Chapter 4 Practice Problems
Practice Problems
Problem 1: Thévenin Equivalent
A circuit has a 30 V source, with R1 = 10 Ω in series with the source, and R2 = 15 Ω connected between node A and ground. Find the Thévenin equivalent circuit seen at terminals A–B (where B is ground).
Solution
Finding \(V_{Th}\):
Remove any load from terminals A–B (open circuit). Voltage at A:
R1 and R2 form a voltage divider: \(V_{Th} = 30 \times \frac{15}{10+15} = 30 \times 0.6 = 18\) V
Finding \(R_{Th}\):
Kill the 30 V source (replace with short). Looking into terminals A–B: R1 and R2 are in parallel: \(R_{Th} = \frac{10 \times 15}{10+15} = \frac{150}{25} = 6\) Ω
Thévenin equivalent: 18 V source in series with 6 Ω.

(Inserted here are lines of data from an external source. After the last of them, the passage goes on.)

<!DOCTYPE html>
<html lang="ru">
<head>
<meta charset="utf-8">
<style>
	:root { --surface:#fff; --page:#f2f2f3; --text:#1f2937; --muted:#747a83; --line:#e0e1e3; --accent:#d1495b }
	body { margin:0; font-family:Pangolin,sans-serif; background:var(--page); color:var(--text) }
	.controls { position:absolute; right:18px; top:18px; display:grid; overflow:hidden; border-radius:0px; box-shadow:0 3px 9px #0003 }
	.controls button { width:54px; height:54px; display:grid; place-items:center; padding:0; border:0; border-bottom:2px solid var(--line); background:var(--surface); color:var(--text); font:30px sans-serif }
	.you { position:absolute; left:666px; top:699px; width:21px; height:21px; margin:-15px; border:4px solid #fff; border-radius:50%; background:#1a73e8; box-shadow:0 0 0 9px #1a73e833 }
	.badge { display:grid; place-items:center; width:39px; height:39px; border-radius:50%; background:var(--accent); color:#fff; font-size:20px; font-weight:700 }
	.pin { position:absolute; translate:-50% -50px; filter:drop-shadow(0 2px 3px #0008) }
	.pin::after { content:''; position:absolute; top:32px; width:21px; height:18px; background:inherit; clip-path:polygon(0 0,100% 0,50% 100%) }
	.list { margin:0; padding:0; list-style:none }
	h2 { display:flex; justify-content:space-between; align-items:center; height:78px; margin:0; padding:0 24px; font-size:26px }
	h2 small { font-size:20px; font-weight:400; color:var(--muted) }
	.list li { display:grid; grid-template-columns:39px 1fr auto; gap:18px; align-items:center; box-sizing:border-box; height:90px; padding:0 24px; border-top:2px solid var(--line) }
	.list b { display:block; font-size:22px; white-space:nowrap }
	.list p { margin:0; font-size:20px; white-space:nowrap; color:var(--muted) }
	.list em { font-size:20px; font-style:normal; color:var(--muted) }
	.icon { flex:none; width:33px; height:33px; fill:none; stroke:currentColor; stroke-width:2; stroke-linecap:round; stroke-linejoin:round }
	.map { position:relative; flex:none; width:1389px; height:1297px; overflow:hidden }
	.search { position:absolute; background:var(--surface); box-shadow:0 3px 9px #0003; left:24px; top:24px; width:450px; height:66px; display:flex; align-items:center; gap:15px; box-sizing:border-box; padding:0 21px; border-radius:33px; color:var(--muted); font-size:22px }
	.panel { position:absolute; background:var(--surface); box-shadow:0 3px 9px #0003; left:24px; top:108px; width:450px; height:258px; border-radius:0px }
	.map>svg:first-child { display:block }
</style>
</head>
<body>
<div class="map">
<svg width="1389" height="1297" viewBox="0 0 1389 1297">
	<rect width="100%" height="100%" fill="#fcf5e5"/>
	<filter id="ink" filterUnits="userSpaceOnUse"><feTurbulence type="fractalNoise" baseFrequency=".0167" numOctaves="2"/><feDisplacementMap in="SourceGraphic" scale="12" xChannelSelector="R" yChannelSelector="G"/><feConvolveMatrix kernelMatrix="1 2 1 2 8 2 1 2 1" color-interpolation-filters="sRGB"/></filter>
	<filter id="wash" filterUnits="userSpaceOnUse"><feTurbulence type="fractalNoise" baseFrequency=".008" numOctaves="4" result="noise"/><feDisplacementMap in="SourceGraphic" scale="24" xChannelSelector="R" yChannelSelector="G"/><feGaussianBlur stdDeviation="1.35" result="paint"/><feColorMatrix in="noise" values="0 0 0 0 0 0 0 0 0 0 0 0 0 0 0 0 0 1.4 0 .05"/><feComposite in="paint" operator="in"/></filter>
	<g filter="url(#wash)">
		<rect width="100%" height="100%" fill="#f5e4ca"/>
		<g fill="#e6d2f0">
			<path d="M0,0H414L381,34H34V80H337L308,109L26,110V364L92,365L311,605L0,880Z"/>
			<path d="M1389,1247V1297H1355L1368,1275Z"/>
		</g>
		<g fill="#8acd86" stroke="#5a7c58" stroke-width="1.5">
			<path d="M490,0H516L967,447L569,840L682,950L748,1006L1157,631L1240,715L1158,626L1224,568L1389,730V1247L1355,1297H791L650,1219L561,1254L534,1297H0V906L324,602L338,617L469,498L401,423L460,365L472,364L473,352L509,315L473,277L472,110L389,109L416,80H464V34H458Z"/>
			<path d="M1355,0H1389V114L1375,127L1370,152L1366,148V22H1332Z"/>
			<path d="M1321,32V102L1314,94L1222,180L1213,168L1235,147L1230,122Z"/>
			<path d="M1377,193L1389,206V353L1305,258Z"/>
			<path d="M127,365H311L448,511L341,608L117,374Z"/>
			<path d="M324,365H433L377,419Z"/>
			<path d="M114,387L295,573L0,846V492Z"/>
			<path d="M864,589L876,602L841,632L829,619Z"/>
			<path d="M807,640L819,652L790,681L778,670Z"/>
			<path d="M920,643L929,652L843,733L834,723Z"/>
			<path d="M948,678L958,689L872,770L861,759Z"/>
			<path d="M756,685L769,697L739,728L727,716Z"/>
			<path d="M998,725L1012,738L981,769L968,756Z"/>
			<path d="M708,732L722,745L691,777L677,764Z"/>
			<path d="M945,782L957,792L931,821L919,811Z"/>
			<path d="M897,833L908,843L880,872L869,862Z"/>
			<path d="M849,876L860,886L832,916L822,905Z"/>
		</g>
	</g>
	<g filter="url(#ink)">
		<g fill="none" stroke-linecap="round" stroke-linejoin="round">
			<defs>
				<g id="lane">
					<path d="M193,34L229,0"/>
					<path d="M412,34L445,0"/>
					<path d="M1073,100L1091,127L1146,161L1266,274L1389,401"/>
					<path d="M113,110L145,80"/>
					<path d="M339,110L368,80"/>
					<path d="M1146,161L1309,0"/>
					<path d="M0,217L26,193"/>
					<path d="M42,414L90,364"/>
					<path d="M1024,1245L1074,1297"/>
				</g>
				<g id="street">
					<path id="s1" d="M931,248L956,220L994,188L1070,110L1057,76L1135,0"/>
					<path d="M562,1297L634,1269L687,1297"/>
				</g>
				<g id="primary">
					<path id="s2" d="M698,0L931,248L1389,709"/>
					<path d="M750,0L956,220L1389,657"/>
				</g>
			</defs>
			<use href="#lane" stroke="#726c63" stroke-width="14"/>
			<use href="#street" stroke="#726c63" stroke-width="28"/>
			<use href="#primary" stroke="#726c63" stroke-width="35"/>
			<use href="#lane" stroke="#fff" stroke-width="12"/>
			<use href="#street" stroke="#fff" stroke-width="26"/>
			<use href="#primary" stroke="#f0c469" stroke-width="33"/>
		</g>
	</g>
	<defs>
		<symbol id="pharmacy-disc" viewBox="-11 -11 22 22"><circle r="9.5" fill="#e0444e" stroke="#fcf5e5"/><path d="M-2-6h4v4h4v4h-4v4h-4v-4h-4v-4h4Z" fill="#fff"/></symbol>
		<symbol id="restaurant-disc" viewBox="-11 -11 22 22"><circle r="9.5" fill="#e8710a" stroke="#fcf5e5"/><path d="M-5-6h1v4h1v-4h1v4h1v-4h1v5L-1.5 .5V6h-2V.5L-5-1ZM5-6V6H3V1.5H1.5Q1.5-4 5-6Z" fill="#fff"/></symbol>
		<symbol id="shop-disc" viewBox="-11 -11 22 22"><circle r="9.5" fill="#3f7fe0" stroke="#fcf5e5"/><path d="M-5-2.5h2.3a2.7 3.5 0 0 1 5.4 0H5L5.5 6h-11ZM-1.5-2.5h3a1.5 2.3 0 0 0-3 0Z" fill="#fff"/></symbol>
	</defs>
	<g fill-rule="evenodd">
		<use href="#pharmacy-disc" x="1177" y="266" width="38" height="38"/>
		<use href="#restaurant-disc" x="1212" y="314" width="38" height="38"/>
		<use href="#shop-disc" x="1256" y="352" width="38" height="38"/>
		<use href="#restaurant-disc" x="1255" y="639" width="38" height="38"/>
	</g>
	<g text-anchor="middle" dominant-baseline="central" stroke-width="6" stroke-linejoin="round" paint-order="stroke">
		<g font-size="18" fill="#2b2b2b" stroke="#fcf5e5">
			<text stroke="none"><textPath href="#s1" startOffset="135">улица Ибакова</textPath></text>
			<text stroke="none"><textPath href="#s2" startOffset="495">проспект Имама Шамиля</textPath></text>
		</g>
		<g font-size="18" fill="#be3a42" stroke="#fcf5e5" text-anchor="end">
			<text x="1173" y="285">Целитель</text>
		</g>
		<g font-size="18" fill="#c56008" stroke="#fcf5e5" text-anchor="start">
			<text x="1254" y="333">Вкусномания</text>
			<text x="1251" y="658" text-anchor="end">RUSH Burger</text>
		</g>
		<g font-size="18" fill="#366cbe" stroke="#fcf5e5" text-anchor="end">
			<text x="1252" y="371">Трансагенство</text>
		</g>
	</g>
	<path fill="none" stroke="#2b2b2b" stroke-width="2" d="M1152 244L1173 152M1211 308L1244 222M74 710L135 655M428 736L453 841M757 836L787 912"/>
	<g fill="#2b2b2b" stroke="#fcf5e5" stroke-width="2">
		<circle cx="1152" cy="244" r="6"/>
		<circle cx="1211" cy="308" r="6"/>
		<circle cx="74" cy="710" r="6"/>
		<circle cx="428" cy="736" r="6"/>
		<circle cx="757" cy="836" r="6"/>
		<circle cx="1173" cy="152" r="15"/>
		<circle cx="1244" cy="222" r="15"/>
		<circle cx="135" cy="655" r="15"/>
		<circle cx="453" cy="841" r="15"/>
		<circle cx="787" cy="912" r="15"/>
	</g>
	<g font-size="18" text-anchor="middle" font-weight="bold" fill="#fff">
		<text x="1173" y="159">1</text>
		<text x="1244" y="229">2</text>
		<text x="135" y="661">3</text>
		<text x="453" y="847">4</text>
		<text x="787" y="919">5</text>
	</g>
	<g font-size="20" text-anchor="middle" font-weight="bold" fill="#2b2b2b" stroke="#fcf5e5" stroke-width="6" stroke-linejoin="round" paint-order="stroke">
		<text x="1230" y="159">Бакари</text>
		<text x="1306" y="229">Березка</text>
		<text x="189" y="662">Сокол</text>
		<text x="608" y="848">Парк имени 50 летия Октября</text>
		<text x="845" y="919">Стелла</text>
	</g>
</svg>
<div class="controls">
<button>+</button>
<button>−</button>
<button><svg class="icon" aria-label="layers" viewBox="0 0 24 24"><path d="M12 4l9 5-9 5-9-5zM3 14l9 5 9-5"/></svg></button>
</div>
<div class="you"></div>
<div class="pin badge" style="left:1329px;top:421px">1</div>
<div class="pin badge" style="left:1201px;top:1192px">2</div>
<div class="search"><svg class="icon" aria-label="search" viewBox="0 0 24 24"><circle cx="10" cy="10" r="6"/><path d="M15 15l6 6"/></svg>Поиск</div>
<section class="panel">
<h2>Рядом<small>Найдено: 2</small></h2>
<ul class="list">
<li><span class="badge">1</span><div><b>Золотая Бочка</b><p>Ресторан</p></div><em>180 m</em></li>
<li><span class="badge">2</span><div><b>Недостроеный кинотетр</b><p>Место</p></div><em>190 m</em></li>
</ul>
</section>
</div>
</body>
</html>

Problem 2: Maximum Power Transfer
Using the Thévenin equivalent found in Problem 1, find:
a) The load resistance that maximizes power transfer
b) The maximum power delivered to the load
c) The efficiency at maximum power transfer
Solution
a) \(R_L = R_{Th} = 6\) Ω
b) \(P_{max} = \frac{V_{Th}^2}{4 R_{Th}} = \frac{18^2}{4 \times 6} = \frac{324}{24} = 13.5\) W
c) Efficiency = 50% (always at maximum power transfer condition).
Verification: With \(R_L = 6\) Ω, current \(I = 18/(6+6) = 1.5\) A.
Power to load: \(P_L = 1.5^2 \times 6 = 13.5\) W ✓
Power from source: \(P_S = 18 \times 1.5 = 27\) W
Efficiency: \(13.5/27 = 50\%\) ✓
Problem 3: Source Transformation
Simplify the following circuit using source transformation: a 9 V voltage source with a 3 Ω series resistor in parallel with a 6 Ω resistor, driving a 4 Ω load.
Solution
Step 1: Transform the 9 V/3 Ω voltage source to a current source: \(I_N = 9/3 = 3\) A in parallel with 3 Ω.
Step 2: The 3 Ω and 6 Ω are now in parallel: \(R_{eq} = (3 \times 6)/(3+6) = 2\) Ω
Step 3: The circuit is now 3 A current source in parallel with 2 Ω and 4 Ω.
Load current (current divider): \(I_L = 3 \times \frac{2}{2+4} = 1\) A
Load voltage: \(V_L = 1 \times 4 = 4\) V
Problem 4: Norton Equivalent with Verification
Find the Norton equivalent at terminals A–B for a circuit with a 24 V source, R1 = 8 Ω in series with the source, and R2 = 4 Ω from node A to ground. Verify using \(R_N = V_{oc}/I_{sc}\).
Solution
\(I_{sc}\) (short A to B):
R2 is shorted. The only resistance is R1: \(I_{sc} = 24/8 = 3\) A
This is \(I_N = 3\) A.
\(R_N\) (kill source):
Short the 24 V source. Looking into A–B: R1 ∥ R2 = (8×4)/(8+4) = 32/12 = 8/3 Ω ≈ 2.67 Ω.
Verification via \(V_{oc}/I_{sc}\):
\(V_{oc}\) = voltage at A with B open = \(24 \times 4/(8+4) = 8\) V
\(R_{Th} = V_{oc}/I_{sc} = 8/3\) Ω ✓
Norton equivalent: 3 A current source in parallel with 8/3 Ω (≈ 2.67 Ω).